The formulation is biocompatible, easy to manufacture, and can be stored for up to two months at room temperature without degrading, which is longer than some injectable insulin products currently on the market, according to the study.

The researchers encapsulated the insulin-ionic liquid formulation in an enteric coating, which can resist breakdown by gastric acids in the gut.

The polymer coating dissolves when it reaches a more alkaline environment in the small intestine, where the ionic liquid carrying insulin is released.
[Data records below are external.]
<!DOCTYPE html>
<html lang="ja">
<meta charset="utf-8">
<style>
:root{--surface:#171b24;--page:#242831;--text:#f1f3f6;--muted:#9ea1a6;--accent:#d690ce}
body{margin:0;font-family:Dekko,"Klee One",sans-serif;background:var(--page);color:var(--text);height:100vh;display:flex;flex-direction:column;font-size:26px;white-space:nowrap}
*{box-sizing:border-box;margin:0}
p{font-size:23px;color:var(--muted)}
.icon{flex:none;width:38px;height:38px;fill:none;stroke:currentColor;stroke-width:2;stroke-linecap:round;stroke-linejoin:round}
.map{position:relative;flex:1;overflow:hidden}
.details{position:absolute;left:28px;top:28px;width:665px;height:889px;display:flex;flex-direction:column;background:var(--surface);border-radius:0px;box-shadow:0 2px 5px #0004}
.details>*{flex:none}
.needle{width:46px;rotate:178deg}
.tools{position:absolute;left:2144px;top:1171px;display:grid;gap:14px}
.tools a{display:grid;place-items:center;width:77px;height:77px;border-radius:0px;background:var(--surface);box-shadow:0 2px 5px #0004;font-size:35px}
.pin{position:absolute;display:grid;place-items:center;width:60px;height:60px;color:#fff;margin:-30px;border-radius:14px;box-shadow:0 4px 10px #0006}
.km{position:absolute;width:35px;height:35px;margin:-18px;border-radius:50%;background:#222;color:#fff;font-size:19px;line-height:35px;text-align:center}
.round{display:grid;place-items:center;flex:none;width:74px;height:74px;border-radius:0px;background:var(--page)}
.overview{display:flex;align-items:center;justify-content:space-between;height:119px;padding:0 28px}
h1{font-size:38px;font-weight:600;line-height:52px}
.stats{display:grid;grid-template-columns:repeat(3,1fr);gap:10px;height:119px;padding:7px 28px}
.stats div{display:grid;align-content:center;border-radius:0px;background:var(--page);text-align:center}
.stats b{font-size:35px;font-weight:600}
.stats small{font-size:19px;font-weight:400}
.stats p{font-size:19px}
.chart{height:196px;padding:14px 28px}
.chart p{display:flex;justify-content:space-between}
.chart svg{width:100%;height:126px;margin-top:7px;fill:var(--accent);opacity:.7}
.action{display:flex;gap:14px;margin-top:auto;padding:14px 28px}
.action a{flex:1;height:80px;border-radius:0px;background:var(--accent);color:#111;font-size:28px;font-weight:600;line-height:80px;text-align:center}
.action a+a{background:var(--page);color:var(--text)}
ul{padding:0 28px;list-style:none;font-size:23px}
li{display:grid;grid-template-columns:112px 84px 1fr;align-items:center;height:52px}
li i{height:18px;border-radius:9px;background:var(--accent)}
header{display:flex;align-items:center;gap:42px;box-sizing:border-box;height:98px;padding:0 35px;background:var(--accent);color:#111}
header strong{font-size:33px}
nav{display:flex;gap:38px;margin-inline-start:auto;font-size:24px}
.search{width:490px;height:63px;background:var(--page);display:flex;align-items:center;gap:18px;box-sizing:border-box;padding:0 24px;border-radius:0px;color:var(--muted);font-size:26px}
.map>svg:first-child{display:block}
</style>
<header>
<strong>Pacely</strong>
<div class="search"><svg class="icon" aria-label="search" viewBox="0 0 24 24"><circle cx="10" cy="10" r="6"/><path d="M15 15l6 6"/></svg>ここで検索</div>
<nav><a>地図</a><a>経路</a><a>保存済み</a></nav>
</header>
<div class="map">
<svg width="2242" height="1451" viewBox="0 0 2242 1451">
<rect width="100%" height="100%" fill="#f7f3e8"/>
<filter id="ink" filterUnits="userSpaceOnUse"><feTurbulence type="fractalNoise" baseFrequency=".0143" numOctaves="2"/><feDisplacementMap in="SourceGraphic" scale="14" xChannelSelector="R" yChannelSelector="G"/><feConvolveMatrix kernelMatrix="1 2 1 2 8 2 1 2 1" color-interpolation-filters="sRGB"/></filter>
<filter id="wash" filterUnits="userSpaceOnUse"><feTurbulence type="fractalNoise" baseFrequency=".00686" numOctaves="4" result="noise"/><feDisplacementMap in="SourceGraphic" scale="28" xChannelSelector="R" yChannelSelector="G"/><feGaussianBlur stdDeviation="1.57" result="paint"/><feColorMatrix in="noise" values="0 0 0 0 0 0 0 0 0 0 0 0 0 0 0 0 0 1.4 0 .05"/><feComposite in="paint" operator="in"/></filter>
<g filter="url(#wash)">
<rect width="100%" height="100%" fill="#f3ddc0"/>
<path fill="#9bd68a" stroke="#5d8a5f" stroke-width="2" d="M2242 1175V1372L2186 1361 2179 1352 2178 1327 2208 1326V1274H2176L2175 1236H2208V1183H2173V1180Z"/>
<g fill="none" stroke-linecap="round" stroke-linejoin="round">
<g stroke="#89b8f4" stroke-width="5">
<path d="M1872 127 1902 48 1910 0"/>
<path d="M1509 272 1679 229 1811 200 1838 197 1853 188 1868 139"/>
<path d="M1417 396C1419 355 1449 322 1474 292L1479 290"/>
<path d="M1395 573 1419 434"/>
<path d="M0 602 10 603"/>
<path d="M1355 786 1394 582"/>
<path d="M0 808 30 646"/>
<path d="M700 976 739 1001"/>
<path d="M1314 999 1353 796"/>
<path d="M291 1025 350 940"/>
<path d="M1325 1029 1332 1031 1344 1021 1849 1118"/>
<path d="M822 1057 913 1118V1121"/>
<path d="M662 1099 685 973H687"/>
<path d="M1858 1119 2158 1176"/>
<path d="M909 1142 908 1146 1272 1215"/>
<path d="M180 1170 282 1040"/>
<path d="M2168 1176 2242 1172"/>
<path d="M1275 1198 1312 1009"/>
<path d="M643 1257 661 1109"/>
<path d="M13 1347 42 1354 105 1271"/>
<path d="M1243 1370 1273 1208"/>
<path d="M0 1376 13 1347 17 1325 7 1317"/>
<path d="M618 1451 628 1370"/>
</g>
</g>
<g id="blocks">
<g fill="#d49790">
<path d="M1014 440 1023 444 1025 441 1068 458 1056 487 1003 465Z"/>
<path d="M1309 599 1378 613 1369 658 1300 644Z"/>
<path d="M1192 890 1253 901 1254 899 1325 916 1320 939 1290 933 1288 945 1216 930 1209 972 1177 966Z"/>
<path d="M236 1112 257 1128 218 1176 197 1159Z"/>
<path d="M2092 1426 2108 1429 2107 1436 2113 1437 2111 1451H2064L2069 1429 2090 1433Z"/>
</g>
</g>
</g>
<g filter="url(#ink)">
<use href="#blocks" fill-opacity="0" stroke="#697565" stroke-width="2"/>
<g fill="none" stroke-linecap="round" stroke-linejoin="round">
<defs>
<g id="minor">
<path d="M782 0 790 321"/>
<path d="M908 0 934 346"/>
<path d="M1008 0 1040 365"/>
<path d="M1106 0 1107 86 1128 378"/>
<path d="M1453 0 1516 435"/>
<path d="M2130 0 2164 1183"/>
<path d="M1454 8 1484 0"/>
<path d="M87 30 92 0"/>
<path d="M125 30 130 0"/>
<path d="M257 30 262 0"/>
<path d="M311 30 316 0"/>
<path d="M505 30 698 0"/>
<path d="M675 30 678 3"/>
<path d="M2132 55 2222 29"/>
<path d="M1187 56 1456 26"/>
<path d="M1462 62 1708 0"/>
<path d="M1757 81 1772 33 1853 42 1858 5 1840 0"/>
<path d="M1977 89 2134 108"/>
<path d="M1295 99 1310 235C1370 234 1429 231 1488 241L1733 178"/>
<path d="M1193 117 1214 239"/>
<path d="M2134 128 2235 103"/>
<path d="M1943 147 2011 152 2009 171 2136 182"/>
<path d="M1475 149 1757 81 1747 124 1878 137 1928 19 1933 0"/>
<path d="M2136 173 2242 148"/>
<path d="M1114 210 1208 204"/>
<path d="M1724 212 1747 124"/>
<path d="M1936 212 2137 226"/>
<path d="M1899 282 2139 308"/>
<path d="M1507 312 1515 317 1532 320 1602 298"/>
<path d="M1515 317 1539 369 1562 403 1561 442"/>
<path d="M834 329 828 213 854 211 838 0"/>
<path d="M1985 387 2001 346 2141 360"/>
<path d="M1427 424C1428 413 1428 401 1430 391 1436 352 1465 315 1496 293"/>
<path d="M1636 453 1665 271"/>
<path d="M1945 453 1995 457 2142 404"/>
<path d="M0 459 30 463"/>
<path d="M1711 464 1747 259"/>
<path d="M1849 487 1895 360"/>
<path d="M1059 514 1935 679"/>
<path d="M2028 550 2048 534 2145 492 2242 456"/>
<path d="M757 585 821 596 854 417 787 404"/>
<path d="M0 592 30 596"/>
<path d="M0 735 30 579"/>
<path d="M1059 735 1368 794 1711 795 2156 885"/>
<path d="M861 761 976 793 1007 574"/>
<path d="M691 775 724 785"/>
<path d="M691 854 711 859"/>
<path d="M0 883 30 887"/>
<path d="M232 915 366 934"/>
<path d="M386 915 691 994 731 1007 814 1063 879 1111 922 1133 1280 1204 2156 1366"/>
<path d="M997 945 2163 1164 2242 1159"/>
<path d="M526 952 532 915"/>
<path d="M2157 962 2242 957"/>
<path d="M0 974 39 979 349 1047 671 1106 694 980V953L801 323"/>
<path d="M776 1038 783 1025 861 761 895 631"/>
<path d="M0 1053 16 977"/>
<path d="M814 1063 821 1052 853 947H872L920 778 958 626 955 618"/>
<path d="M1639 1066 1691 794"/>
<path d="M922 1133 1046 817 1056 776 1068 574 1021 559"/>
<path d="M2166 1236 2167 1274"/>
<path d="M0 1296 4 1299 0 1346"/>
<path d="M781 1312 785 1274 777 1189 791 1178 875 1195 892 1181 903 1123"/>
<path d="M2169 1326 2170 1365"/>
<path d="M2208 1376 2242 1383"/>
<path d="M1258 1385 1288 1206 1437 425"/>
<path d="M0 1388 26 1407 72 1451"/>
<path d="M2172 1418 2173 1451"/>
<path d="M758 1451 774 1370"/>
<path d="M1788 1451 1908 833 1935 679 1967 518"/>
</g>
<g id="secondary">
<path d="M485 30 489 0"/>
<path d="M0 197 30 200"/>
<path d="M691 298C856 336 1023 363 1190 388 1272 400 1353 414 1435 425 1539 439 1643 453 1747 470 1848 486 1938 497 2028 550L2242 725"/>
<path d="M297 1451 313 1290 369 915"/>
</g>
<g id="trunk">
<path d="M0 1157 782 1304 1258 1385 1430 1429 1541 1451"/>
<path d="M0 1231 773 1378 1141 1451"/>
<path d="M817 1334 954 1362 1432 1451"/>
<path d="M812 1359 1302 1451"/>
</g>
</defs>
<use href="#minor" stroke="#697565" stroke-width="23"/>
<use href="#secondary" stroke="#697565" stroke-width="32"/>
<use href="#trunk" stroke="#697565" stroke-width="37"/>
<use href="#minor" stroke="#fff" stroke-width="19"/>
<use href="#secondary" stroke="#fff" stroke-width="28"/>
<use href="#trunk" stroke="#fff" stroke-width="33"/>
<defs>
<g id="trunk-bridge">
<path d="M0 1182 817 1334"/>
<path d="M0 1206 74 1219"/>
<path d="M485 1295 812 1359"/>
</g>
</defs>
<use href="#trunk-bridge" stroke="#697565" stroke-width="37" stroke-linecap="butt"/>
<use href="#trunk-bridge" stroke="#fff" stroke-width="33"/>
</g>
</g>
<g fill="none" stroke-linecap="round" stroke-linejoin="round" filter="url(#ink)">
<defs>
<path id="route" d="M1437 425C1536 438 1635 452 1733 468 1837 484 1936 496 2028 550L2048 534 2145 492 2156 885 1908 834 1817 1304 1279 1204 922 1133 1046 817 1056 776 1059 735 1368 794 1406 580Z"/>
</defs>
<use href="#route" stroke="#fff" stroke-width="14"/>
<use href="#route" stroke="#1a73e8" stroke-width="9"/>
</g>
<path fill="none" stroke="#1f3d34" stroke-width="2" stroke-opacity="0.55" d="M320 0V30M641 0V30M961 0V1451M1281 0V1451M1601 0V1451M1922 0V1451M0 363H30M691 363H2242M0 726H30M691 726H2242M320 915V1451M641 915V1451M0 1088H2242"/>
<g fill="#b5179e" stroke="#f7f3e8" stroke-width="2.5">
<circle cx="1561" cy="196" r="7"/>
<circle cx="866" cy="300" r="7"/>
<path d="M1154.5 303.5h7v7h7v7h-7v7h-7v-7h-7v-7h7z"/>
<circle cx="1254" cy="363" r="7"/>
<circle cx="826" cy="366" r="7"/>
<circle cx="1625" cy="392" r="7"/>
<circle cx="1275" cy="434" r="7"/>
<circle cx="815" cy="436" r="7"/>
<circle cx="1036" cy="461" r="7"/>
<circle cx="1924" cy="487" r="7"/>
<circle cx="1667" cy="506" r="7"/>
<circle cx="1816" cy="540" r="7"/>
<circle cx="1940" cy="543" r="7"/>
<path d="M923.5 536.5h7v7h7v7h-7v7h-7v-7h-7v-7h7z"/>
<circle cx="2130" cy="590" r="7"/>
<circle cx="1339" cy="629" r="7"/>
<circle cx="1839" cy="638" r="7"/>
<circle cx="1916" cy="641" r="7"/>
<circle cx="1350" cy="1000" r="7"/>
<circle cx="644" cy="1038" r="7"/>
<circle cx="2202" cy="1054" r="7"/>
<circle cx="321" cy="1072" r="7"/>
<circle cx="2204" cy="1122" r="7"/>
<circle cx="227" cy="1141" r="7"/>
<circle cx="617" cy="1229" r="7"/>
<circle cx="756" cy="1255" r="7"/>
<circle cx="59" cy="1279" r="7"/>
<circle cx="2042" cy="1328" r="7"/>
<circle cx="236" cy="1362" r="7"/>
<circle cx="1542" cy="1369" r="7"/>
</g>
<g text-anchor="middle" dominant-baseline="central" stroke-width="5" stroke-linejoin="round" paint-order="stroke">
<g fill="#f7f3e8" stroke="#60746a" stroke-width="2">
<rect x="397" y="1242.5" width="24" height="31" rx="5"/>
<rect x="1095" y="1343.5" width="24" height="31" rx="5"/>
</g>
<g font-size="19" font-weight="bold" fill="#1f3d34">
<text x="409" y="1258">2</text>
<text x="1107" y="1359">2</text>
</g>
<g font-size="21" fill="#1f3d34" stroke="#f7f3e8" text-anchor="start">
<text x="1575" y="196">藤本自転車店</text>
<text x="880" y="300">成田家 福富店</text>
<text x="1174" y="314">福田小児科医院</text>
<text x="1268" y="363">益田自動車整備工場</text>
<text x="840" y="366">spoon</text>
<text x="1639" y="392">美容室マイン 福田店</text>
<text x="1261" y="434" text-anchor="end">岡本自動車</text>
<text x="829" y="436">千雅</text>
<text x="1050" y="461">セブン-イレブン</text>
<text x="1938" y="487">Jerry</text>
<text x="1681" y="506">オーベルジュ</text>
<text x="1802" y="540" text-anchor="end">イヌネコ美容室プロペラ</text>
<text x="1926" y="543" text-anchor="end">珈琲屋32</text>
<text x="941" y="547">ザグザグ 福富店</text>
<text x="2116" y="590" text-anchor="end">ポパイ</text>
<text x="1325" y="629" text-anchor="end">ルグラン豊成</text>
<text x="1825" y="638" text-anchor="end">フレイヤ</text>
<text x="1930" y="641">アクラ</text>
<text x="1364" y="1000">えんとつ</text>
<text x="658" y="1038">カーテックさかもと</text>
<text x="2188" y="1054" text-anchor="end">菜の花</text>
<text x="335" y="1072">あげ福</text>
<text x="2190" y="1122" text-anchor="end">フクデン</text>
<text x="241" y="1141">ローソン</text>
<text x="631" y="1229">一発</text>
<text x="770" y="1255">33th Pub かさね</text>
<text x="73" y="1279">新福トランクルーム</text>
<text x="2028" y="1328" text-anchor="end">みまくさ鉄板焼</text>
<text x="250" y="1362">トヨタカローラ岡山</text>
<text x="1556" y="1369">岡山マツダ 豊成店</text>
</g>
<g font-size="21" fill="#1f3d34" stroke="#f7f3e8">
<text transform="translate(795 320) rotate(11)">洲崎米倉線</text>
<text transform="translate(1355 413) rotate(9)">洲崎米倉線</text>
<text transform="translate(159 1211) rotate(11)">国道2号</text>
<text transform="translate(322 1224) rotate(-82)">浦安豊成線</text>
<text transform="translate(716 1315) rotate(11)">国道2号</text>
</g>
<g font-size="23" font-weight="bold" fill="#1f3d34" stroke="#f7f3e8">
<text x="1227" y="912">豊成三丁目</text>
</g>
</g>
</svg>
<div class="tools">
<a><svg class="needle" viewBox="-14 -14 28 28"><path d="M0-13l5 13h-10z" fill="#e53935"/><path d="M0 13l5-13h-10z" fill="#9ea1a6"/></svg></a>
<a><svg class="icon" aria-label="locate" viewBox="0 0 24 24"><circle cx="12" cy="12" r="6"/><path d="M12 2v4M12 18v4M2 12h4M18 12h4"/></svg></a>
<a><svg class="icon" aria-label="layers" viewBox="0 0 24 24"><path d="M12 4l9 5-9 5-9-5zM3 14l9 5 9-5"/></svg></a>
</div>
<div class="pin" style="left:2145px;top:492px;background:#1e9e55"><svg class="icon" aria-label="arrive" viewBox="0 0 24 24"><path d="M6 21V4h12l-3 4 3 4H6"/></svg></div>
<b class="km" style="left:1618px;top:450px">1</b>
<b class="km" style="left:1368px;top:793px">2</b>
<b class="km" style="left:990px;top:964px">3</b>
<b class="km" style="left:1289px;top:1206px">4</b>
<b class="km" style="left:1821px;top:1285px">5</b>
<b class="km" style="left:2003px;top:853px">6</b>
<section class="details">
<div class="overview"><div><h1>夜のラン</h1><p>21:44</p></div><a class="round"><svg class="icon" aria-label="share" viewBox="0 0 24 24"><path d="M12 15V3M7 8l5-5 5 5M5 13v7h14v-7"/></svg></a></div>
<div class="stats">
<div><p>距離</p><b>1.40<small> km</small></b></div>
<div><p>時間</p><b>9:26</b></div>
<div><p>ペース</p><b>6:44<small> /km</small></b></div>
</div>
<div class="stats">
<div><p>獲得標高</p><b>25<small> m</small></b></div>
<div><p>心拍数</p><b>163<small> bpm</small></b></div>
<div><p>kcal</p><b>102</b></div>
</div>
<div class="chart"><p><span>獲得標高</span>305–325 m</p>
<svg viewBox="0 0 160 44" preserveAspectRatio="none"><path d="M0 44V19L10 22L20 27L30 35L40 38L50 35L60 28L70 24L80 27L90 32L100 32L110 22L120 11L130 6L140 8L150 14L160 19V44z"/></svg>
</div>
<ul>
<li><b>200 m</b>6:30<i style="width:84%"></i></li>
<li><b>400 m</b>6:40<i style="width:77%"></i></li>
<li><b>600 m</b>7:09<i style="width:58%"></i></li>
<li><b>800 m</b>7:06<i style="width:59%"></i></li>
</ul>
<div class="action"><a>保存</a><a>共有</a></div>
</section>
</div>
When a protein molecule such as insulin enters the intestine, there are many enzymes whose function is to degrade the proteins into smaller amino acids, according to the paper's first author Amrita Banerjee, who conducted the research while working as a postdoctoral fellow in Mitragotri's lab.

The choline-geranic acid formulation was shown to be adept at penetrating two final barriers: the layer of mucus lining the intestine and the tight cell junctions of the intestine wall, through which large-molecule drugs such as insulin cannot easily pass.

Banerjee said that ionic liquid-borne insulin could be prepared in a one-step process so that it could be readily scaled up for inexpensive industrial production.

Mitragotri planned to conduct more animal tests of the formulation as well as long-term toxicological and bioavailability studies.

The United States Food and Drug Administration has established a daily recommended dose of choline, a vitamin-like essential nutrient. Geranic acid, a chemical that naturally occurs in cardamom and lemongrass, is widely used as a food additive.